Mise à jour : 26 sept. 2017 Aucune réponse
Année 18 janv. 2017 Pays Azerbaïdjan Catégorie Autres actes ayant des effets dissuasifs sur la liberté des médias Source de la menace Etatique Auteur Article 19 , AEJ , CPJ , FEJ/FIJ , Index Niveau d'alerte Niveau 1
18 janv. 2017 Azerbaïdjan Autres actes ayant des effets dissuasifs sur la liberté des médias Etatique Article 19 , AEJ , CPJ , FEJ/FIJ , Index Niveau 1
Aucune réponse

Azadliq, le principal journal d'opposition d’Azerbaïdjan, a été contraint de cesser de publier suite à l'arrestation de son directeur financier, Faiq Amirov, et aux pressions financières continues d’entreprises publiques ou affiliées. Faiq Amirov a été arrêté le 20 août 2016 pour "incitation à la haine religieuse" et "violation des droits des citoyens sous prétexte de mener des rites religieux", après que la police aurait trouvé des documents produits par Fethullah Gülen dans son appartement et sa voiture. Il est actuellement en détention provisoire, accusé d'être imam dans le mouvement güleniste. Les organisations de défense des droits de l’homme estiment que les accusations sont infondées et politiquement motivées. De son côté, Amirov a nié que les documents gülenistes lui appartiennent. Il pense que la police les aurait placés parmi ses biens. Amirov risque entre deux à cinq ans de prison s'il est reconnu coupable. Selon son avocat, Amirov a été privé de soins médicaux en prison. Azadliq a longtemps été confronté à des pressions financières, exacerbées par l'arrestation d'Amirov, qui ont provoqué l'incapacité du journal à payer à l'imprimeur d'Etat une dette de 20,000 manats (approx. 10,000 EUR). L'imprimeur a ensuite refusé de travailler avec le journal et ce dernier n'a pas été publié depuis septembre 2016. Azadliq n'a pas pu payer cette dette pour deux raisons.
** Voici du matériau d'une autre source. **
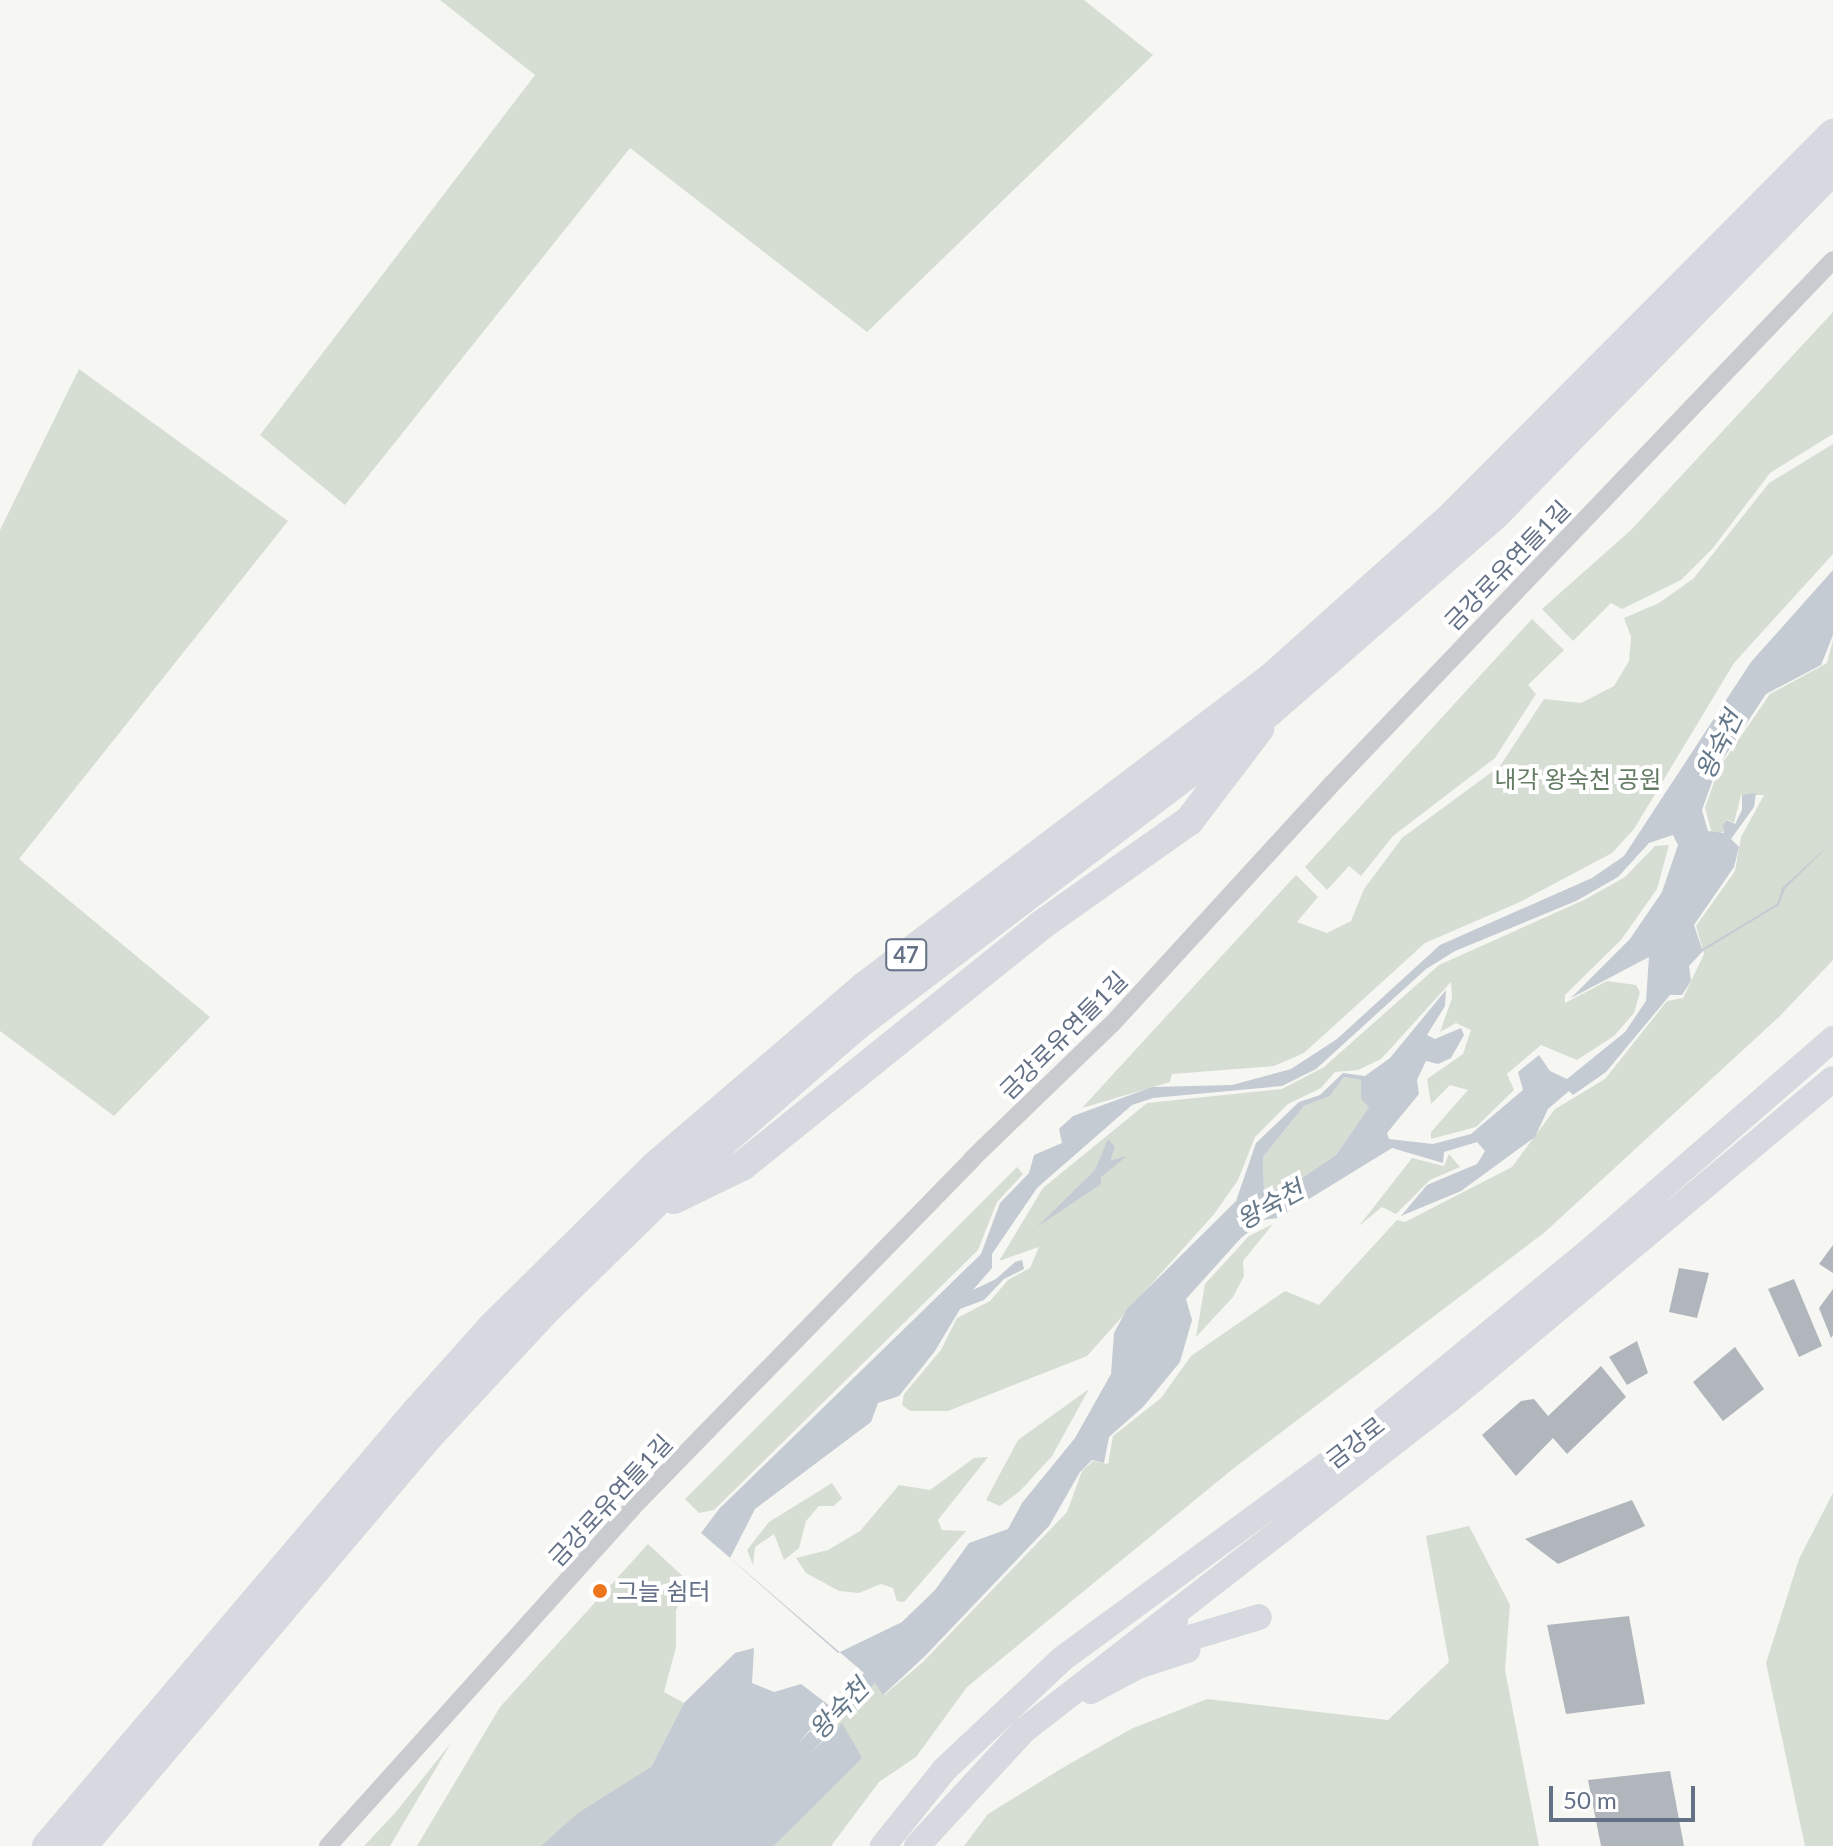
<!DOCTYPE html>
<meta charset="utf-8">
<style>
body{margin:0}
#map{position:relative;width:1833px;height:1846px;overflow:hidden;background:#f6f6f3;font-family:Lato,"Noto Sans KR",sans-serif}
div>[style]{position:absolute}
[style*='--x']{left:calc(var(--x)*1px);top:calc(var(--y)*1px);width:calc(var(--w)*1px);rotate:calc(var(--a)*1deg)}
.green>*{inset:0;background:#d6ded3}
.water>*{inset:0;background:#c4cbd2}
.building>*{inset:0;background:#b1b6bd}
.minor>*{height:18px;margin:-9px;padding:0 9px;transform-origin:9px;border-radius:9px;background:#c9cbcf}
.secondary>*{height:26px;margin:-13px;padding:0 13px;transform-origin:13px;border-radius:13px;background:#d6d9df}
.trunk>*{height:30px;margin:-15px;padding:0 15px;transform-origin:15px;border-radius:15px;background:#d6d9df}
.dots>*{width:22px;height:22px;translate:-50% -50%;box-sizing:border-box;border:4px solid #fff;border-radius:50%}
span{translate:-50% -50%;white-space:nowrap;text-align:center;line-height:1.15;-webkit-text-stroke:8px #fff;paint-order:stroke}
.shield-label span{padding:2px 6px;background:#fff;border:2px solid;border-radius:6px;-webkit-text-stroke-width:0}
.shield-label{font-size:22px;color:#647086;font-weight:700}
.street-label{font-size:24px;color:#647086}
.park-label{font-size:24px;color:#637c63}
.poi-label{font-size:24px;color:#647086}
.left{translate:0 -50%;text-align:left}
.water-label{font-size:26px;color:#647889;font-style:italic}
.scale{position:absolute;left:1549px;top:1786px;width:146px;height:36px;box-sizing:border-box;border:4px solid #647086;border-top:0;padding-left:10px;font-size:24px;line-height:28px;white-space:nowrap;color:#647086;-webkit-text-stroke:6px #fff;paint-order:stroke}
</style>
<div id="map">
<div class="green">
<i style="clip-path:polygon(440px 0,1084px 0,1153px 55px,867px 332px,630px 148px,345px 505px,260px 435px,535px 75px)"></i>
<i style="clip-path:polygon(1833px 312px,1833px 434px,1770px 473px,1713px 548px,1681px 580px,1622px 609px,1611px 603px,1573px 641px,1542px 609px,1631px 530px)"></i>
<i style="clip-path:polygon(79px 369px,288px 521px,19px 859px,210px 1017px,114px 1116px,0 1031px,0 530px)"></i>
<i style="clip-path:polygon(1833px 444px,1833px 554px,1734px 663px,1634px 829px,1612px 853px,1520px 902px,1425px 943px,1304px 1053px,1274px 1066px,1172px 1074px,1170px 1082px,1082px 1108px,1296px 875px,1318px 897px,1297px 922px,1327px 933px,1351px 921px,1364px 889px,1402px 838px,1500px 766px,1544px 699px,1581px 703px,1614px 686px,1629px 661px,1631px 637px,1624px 618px,1659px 603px,1694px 578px,1769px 483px)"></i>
<i style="clip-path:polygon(1532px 619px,1564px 650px,1528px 685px,1536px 694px,1495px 758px,1393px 836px,1361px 876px,1349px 866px,1327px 890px,1305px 867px)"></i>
<i style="clip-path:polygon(1833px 640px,1833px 960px,1780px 1016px,1545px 1232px,1234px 1468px,967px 1687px,916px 1757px,879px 1782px,831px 1846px,774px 1846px,861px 1758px,809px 1755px,875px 1683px,884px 1695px,923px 1662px,1067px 1512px,1082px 1471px,1093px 1461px,1108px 1464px,1113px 1436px,1161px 1398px,1191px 1356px,1285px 1291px,1319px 1305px,1397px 1220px,1405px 1222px,1512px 1167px,1555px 1109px,1605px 1079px,1667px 1001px,1683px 998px,1704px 954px,1696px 926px,1735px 871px,1741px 837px,1764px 795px,1741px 795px,1734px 823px,1727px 819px,1723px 832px,1712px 834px,1705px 808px,1719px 768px,1770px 694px,1827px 663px)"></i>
<i style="clip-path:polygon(1669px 845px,1657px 889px,1621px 940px,1565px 995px,1565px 1003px,1607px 981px,1636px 985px,1640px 992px,1634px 1013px,1614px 1036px,1577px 1060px,1541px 1045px,1507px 1074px,1514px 1090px,1476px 1127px,1431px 1139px,1431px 1132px,1468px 1090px,1450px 1085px,1431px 1104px,1427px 1079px,1463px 1054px,1471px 1030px,1456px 1023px,1440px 1032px,1452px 998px,1451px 982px,1381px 1059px,1358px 1070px,1335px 1072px,1321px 1088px,1288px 1104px,1255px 1137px,1238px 1180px,1215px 1213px,1087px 1356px,948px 1411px,910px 1411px,902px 1405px,904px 1394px,941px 1350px,957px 1318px,990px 1301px,1008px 1280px,1030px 1268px,1039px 1247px,999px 1261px,1043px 1188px,1147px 1103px,1282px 1089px,1324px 1067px,1439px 965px,1586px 899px,1625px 877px,1655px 846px)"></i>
<i style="clip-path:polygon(1344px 1077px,1361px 1080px,1361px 1098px,1369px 1107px,1336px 1155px,1296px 1182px,1273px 1192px,1264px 1190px,1263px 1157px,1304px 1106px,1330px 1096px)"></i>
<i style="clip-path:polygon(1449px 1154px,1460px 1167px,1430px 1180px,1396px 1214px,1382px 1207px,1359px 1226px,1412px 1158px,1444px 1166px)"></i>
<i style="clip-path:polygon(1017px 1167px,1023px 1174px,997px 1202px,978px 1250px,714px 1510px,699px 1513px,685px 1499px)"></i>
<i style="clip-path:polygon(1273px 1224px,1243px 1261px,1244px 1276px,1233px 1297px,1196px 1337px,1205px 1284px,1249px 1236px)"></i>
<i style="clip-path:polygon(1089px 1389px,1052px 1456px,1020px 1491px,1000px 1506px,986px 1500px,1018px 1440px)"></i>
<i style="clip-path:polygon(988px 1457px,938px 1520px,942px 1530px,966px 1531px,904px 1602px,897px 1601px,893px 1588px,881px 1584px,859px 1593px,839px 1591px,806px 1573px,796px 1558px,828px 1550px,860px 1531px,899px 1485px,930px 1490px,974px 1458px)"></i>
<i style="clip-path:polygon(832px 1483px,842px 1498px,834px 1506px,819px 1506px,806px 1521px,799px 1548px,784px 1560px,774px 1534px,755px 1547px,753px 1565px,747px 1550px,769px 1522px)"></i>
<i style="clip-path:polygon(1833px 1493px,1833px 1846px,1805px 1846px,1766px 1663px,1799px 1559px)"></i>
<i style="clip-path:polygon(1469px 1526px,1510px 1605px,1505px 1670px,1539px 1846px,964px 1846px,988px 1814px,1064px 1767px,1131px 1729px,1207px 1699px,1388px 1720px,1449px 1662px,1426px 1536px)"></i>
<i style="clip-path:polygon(648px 1544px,688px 1581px,676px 1611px,676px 1647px,664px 1692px,684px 1703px,651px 1767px,541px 1846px,417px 1846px,500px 1707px)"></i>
<i style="clip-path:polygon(451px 1743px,390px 1846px,364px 1846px,395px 1813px)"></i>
</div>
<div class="water">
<i style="clip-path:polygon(evenodd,1833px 570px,1833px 635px,1821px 665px,1766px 694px,1717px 768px,1702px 810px,1708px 831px,1724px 833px,1723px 825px,1727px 820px,1735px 824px,1742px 810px,1742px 795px,1756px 793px,1754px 807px,1731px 839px,1739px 847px,1734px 867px,1694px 925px,1702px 949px,1777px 904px,1782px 888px,1833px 841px,1785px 889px,1779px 905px,1703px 951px,1689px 966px,1691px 981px,1682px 995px,1670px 995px,1606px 1072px,1573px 1095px,1569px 1091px,1548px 1109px,1535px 1137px,1461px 1191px,1401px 1216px,1427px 1185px,1477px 1164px,1485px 1151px,1477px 1142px,1444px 1152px,1443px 1163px,1392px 1148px,1278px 1218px,1263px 1220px,1241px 1238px,1186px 1299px,1192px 1320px,1180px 1362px,1143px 1407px,1109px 1437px,1104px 1463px,1092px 1460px,1080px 1472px,1049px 1526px,925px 1656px,883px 1695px,875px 1683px,809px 1755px,842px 1723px,862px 1758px,774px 1846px,541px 1846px,578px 1813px,651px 1767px,684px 1703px,735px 1653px,754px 1648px,752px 1683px,774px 1692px,801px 1684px,830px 1706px,797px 1745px,864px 1673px,701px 1533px,719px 1509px,981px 1254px,1000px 1203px,1029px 1173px,1034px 1155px,1062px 1143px,1059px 1129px,1073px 1116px,1152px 1087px,1232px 1085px,1291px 1069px,1337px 1039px,1440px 945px,1592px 878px,1624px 856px,1751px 662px,1833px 570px,1673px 835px,1678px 845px,1662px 892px,1630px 939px,1571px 998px,1649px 957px,1646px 1001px,1625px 1032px,1567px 1079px,1550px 1071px,1539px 1055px,1518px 1072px,1523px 1090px,1471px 1134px,1433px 1144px,1389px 1139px,1387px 1133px,1419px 1094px,1417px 1080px,1426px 1061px,1438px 1064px,1451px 1058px,1464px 1035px,1461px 1028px,1435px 1039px,1427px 1035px,1445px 1006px,1446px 990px,1390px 1058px,1365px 1076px,1343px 1073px,1320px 1095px,1299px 1102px,1256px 1143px,1236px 1201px,1127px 1309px,1114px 1333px,1111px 1374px,1075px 1438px,1022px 1503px,1008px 1529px,969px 1543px,935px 1590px,902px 1622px,838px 1653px,730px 1558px,755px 1509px,871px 1422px,878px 1403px,899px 1396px,935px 1351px,960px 1309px,984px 1300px,1004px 1279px,1024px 1269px,1022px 1260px,1015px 1262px,996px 1279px,973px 1290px,992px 1268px,992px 1254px,1037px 1188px,1132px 1105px,1153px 1098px,1282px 1086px,1316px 1069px,1426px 969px,1455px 951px,1576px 901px,1618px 877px,1649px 843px,1673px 835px,1833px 570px,1344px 1077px,1361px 1080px,1361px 1099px,1369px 1107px,1336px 1155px,1296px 1182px,1273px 1192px,1264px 1190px,1263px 1157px,1304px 1106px,1330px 1096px,1344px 1077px)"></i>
<i style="clip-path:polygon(1108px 1139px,1115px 1147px,1110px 1161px,1127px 1156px,1101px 1177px,1101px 1184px,1037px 1227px,1095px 1170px)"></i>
</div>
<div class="building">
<i style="clip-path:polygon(1833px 1245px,1833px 1273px,1819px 1264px)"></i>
<i style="clip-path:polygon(1679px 1268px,1709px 1273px,1697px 1318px,1669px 1312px)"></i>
<i style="clip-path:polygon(1794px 1279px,1822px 1346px,1799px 1357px,1768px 1289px)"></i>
<i style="clip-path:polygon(1833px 1289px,1833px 1335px,1831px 1338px,1819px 1308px)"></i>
<i style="clip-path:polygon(1637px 1341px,1648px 1373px,1627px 1385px,1609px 1357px)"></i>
<i style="clip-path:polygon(1735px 1347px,1764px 1389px,1723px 1421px,1693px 1382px)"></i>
<i style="clip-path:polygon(1601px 1366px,1626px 1397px,1567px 1454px,1553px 1438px,1516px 1476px,1482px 1435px,1521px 1401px,1534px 1399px,1548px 1416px)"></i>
<i style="clip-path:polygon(1632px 1500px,1645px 1526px,1558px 1564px,1525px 1539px)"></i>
<i style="clip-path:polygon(1629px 1616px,1645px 1704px,1566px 1714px,1547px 1625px)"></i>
<i style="clip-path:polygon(1670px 1771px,1684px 1846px,1601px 1846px,1588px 1780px)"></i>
</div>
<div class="minor">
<i style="--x:328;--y:1846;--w:455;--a:-48"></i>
<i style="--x:632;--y:1508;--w:487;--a:-45.7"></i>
<i style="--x:972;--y:1159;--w:194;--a:-44"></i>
<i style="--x:1112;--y:1024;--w:321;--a:-47.5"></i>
<i style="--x:1329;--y:787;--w:729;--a:-46.28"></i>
</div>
<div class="secondary">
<i style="--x:1175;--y:1622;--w:26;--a:140"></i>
<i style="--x:1155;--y:1639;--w:11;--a:41"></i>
<i style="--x:1163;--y:1646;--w:100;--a:-16.8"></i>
<i style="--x:1091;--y:1691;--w:53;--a:-28"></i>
<i style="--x:1138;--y:1666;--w:52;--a:-18.1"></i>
<i style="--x:883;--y:1846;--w:99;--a:-51.2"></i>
<i style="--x:945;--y:1769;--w:161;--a:-43.2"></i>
<i style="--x:1062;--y:1659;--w:353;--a:-36.3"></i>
<i style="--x:1347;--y:1450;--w:312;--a:-39.4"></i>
<i style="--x:1588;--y:1252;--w:325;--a:-41"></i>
<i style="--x:917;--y:1846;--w:156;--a:-47.3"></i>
<i style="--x:1023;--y:1731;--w:541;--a:-37.87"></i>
<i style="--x:1450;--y:1399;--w:499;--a:-39.9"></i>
</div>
<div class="trunk">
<i style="--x:674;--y:1199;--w:76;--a:-25.9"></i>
<i style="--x:742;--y:1166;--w:383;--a:-38.8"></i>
<i style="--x:1040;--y:926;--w:182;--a:-35.2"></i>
<i style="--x:1189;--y:821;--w:116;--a:-52.7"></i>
<i style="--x:47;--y:1846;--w:571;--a:-49.62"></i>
<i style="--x:417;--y:1411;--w:113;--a:-48.2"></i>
<i style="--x:492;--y:1327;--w:228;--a:-44.6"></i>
<i style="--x:654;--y:1167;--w:277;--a:-40.6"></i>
<i style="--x:864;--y:987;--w:511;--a:-37.21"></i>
<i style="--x:1271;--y:678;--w:243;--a:-41.8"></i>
<i style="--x:1452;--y:516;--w:540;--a:-45.08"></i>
<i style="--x:82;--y:1846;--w:534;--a:-49.78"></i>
<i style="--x:427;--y:1438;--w:171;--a:-47.1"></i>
<i style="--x:543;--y:1313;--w:186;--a:-44.3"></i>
<i style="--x:676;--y:1183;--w:239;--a:-41.1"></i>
<i style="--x:856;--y:1026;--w:519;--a:-37.25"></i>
<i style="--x:1269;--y:712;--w:298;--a:-41.1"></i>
<i style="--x:1494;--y:516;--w:484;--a:-45.6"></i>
</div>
<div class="dots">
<i style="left:600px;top:1591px;background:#ed751c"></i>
</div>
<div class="shield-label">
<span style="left:906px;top:955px">47</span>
</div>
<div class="street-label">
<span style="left:1507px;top:565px;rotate:-46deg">금강로유연들1길</span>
<span style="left:1063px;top:1035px;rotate:-45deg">금강로유연들1길</span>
<span style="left:1355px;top:1442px;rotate:-38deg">금강로</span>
<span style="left:610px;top:1500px;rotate:-47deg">금강로유연들1길</span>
</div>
<div class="park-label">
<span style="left:1578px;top:779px">내각 왕숙천 공원</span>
</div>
<div class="poi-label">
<span class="left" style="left:616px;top:1591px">그늘 쉼터</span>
</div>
<div class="water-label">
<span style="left:1719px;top:745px;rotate:-64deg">왕숙천</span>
<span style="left:1270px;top:1205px;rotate:-29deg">왕숙천</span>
<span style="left:839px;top:1709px;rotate:-46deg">왕숙천</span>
</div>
<div class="scale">50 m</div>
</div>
Premièrement, la banque d'Azadliq a refusé de reconnaître le nouveau directeur financier d'Azadliq, ce qui signifie que le journal ne peut pas accéder à ses fonds. Deuxièmement, selon un porte-parole du journal, Azadliq était créancier de 70,000 manats (approx. 35,000 EUR) auprès de la société de distribution publique GASID. Depuis qu'il a été contraint de cesser de publier, la version en ligne d'Azadliq aurait subi des tentatives répétées de blocage d'accès à son site web. Selon Qurium, l'hébergeur du site d'Azadliq, il y a eu cinq cas depuis novembre 2016 dans lesquels des attaques répétées sur le site ont été enregistrées. Celles-ci ont affecté la capacité du site à charger, restreint considérablement la capacité des personnes à accéder au site en Azerbaïdjan. Dans le cas le plus grave, le 15 décembre 2016, le site était entièrement inaccessible en Azerbaïdjan. Le site continue de subir des attaques DDOS.

Mises à jour

15 sept. 2017 : Le 15 septembre 2017, la Cour d'appel de Bakou a décidé de libérer Faiq Amirov et de le placer en liberté conditionelle pour trois ans.
26 juil. 2017 : Le 24 juillet 2017, un tribunal de Bakou a condamné Faiq Amirov à trois ans et trois mois de prison. Il a aussi été condamné à une amende de 39,000 manats (20,000 euros).

Suites données

26 sept. 2017 : Le Commissaire aux droits de l'homme du CdE rappelle que toute restriction d’accès à des contenus en ligne devrait se fonder sur un cadre juridique, strict et prévisible, offrant la garantie d’un contrôle judiciaire pour prévenir d’éventuels abus.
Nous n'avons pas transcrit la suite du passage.